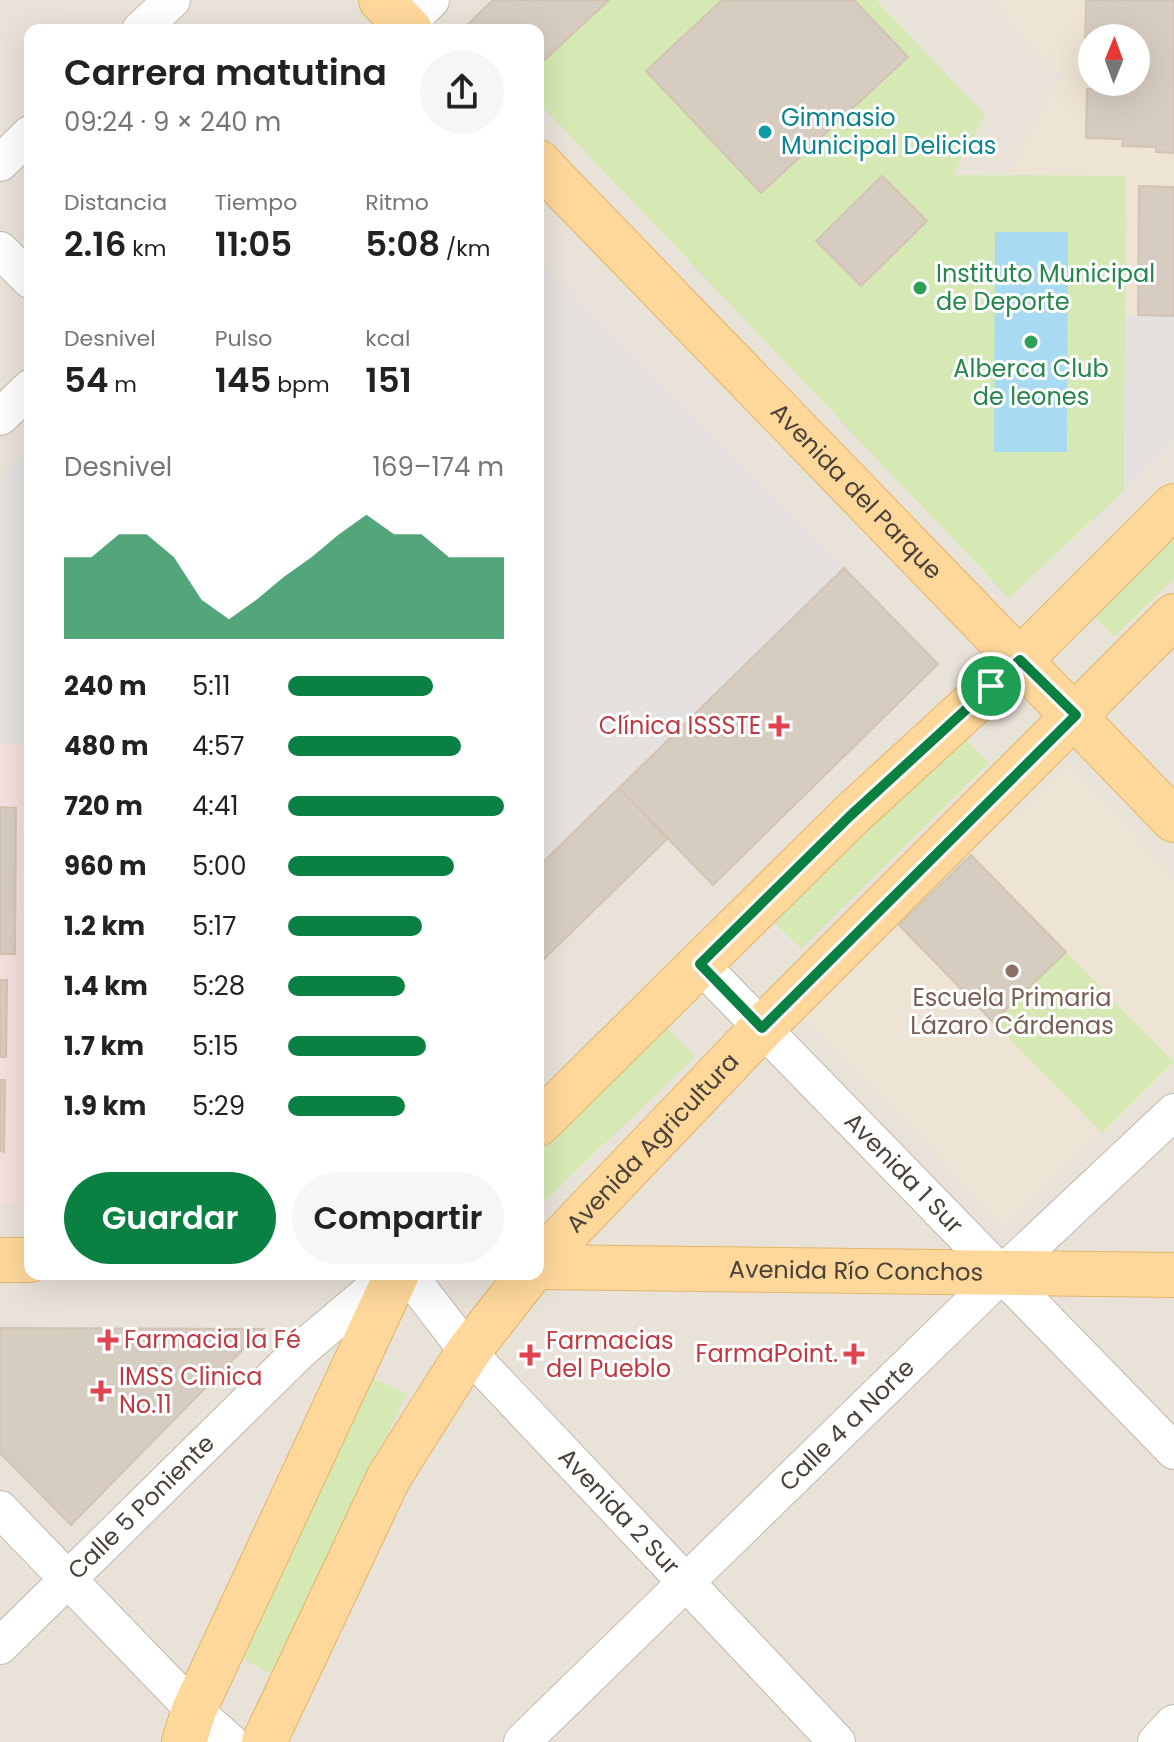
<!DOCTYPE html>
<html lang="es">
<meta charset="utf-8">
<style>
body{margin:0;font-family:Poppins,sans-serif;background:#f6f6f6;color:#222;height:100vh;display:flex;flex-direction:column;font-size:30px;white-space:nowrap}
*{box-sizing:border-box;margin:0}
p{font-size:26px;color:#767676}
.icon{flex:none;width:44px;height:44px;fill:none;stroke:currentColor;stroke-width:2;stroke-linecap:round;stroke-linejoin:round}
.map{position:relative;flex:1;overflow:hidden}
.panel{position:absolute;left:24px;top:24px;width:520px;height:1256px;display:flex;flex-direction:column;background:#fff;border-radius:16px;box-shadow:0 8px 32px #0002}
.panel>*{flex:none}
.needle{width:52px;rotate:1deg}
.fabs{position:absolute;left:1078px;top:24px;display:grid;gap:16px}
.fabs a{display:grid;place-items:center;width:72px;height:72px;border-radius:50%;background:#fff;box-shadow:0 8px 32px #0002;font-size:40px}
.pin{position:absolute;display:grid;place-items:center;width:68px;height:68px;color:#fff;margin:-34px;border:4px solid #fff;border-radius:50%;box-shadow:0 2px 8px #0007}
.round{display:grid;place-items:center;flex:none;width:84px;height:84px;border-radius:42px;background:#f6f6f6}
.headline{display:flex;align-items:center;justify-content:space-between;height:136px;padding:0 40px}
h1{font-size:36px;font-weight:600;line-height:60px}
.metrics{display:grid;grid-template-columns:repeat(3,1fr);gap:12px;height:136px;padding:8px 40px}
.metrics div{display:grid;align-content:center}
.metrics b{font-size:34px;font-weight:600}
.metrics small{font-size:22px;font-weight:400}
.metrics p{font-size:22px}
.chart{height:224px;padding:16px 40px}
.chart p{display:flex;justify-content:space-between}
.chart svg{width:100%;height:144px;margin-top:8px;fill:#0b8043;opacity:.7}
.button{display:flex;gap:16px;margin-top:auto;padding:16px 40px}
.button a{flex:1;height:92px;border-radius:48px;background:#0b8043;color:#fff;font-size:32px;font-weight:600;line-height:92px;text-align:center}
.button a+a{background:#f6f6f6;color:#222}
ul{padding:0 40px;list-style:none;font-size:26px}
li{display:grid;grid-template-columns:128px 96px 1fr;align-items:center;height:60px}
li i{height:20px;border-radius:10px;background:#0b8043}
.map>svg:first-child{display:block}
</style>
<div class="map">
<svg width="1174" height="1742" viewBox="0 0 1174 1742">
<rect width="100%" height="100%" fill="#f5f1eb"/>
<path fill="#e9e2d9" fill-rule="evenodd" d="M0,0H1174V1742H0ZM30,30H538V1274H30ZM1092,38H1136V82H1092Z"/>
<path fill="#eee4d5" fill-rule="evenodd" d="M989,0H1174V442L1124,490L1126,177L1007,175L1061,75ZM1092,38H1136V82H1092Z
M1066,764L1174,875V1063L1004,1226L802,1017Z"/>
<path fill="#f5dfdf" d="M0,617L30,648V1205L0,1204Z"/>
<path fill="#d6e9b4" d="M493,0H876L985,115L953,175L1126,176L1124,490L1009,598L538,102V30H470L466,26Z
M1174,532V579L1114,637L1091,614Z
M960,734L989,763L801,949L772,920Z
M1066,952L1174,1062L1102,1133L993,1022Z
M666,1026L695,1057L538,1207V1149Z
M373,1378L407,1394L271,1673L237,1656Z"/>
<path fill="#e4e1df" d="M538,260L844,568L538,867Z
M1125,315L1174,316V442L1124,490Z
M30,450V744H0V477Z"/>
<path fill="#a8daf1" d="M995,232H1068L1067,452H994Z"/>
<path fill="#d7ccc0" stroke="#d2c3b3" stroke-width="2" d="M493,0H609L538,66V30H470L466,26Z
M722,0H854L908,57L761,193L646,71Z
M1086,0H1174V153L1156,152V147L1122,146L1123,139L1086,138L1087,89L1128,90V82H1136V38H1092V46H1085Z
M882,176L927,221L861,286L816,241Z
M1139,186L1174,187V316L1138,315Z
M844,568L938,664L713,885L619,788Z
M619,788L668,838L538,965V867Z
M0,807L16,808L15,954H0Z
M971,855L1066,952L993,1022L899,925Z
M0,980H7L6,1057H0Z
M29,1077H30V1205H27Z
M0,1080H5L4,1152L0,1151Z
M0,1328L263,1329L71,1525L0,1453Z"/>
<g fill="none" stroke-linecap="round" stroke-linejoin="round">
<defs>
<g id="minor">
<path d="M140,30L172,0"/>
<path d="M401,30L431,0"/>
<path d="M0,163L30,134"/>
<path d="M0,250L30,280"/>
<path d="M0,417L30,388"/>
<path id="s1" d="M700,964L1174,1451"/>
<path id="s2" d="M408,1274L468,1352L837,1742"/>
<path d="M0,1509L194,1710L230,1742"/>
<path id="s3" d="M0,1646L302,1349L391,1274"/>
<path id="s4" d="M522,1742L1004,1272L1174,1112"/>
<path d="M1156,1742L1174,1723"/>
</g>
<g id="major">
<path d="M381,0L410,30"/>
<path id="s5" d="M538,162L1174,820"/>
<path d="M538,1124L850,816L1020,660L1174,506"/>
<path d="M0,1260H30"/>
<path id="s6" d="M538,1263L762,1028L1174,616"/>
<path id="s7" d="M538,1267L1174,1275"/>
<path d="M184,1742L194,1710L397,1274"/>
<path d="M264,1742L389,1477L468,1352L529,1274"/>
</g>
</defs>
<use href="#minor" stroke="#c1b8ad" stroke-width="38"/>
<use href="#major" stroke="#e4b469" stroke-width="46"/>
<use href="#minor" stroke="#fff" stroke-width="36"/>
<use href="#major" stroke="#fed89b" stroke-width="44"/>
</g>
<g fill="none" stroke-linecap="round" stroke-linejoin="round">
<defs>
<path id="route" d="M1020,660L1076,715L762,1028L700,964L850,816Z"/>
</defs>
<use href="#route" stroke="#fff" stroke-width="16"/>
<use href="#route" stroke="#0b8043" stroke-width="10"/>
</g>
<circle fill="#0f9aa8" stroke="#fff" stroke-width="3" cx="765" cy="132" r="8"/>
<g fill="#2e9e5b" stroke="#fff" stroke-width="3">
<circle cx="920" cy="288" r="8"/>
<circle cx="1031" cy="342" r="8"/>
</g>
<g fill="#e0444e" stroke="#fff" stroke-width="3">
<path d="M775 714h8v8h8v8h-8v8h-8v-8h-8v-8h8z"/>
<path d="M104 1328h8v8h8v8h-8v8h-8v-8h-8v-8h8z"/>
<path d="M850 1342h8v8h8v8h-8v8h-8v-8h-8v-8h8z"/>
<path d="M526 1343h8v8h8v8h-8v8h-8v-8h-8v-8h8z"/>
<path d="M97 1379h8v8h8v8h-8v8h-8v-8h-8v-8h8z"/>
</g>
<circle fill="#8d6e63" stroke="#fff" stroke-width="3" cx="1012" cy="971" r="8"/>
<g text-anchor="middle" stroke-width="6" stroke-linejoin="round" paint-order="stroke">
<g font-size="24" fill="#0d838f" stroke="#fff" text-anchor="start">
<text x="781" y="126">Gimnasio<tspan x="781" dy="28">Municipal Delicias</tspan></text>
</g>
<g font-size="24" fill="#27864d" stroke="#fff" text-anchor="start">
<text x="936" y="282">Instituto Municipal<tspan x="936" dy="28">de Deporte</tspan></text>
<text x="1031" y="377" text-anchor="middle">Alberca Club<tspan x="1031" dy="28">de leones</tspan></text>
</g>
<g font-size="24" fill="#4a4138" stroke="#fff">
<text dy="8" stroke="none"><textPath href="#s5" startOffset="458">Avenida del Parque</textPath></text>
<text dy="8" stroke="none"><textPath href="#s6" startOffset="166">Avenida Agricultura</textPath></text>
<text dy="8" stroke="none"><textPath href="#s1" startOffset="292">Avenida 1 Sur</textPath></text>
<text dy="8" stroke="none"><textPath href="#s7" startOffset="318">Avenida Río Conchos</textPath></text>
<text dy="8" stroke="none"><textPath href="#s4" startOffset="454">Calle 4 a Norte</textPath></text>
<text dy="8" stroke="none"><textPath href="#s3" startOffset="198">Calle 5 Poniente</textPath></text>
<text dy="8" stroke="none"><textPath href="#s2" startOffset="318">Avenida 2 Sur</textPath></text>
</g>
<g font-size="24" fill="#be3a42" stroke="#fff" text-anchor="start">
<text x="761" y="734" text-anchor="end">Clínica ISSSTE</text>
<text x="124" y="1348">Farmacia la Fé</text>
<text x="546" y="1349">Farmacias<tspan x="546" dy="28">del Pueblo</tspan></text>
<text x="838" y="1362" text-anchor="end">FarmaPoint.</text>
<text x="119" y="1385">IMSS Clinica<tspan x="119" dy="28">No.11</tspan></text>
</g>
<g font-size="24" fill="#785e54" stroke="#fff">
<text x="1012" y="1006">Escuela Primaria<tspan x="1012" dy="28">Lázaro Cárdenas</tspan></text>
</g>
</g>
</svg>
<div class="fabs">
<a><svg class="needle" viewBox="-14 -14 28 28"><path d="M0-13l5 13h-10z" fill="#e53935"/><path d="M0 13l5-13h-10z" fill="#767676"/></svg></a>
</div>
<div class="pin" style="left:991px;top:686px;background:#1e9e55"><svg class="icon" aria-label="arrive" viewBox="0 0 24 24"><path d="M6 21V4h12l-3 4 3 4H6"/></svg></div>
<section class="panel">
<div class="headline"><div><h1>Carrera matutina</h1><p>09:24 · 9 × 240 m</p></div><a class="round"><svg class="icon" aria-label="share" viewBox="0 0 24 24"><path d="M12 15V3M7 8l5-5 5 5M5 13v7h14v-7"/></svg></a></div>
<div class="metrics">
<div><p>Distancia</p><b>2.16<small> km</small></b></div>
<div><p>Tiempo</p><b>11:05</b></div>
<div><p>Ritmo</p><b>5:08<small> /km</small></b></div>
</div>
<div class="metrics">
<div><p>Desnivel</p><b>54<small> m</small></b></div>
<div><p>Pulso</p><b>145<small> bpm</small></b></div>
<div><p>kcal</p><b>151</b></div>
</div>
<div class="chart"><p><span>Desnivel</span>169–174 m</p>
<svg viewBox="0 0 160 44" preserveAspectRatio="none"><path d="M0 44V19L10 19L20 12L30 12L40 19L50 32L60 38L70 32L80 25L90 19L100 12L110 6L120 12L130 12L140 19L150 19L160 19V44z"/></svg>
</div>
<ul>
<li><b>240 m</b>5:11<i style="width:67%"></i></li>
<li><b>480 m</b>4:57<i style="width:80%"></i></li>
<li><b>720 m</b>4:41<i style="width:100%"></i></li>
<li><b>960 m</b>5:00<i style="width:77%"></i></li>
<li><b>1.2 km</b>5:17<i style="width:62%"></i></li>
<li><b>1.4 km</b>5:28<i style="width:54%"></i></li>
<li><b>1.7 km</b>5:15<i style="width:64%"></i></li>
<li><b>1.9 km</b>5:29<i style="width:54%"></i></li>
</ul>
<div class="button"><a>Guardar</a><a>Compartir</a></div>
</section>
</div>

────

**Task requirements:**
If a line in the records above holds the string "chart", copy it.

**Response to this exercise:**
.chart{height:224px;padding:16px 40px}
.chart p{display:flex;justify-content:space-between}
.chart svg{width:100%;height:144px;margin-top:8px;fill:#0b8043;opacity:.7}
<div class="chart"><p><span>Desnivel</span>169–174 m</p>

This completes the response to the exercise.